リュウト「俺とトーマはマジボを中1で始めて。グループが始まったときは、なにも自主性がなかったけど、マジボでの経験を通してヒップホップが本当に好きになったし、マジボとしてステージに立てることが本当にうれしかった。この活動ができて本当に良かったし、ホーミーさんやコラボしてくれたアーティスト、スタッフ、そしてメンバーに本当に感謝しています」

トーマ「今日でマジボというグループは終わりますが、みんなで楽しくライブができたのは本当にうれしかった。3年半前のグループ結成当初は、不安な気持ちもあったけど、ホーミーの皆さんと一緒に、マジボのスタイルが確立できたと思います。脱退や加入など、皆さんを驚かすことも多かったと思うけど、ホーミーさんがいなかったらここまで来れなかったと思う。本当に愛してくれてありがとうございます」

と、それぞれがグループへの思いを言葉にした。

そして、3MCは背中を合わせて、ラストソングとなる「3.141592」を披露。

「それぞれの道を歩いていこうよ/終わらない今日は/俺らのMy graduation」という歌詞が、現在の彼らの姿と重なり、これまで以上にエモーショナルに響いていく。
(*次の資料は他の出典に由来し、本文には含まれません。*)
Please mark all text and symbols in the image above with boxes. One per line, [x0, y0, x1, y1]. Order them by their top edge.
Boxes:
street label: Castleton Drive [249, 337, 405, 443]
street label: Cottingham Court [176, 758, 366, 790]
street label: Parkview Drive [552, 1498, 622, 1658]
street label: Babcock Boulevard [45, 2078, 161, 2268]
自然に起こったアンコールでのマジボコールに導かれるように、ステージに登場したメンバーは、「ありのままでマジボ」、そして彼らの未来をカラフルに彩るような「ハッピーエンドマジック」を披露。“さよならのあとは超ハッピーエンド”という言葉が、彼らの美しい青春とその未来を彩っていく。

鳴り止まないアンコールの中で行われたダブルアンコールでは、そういったしんみりした空気はマジボ似合わないとばかりに、「Do The D-D-T!!!」で再び会場をダンスフロアに変え、彼らのマジボへの思いをぶつけるようなラップと熱気で、会場を包んでいく。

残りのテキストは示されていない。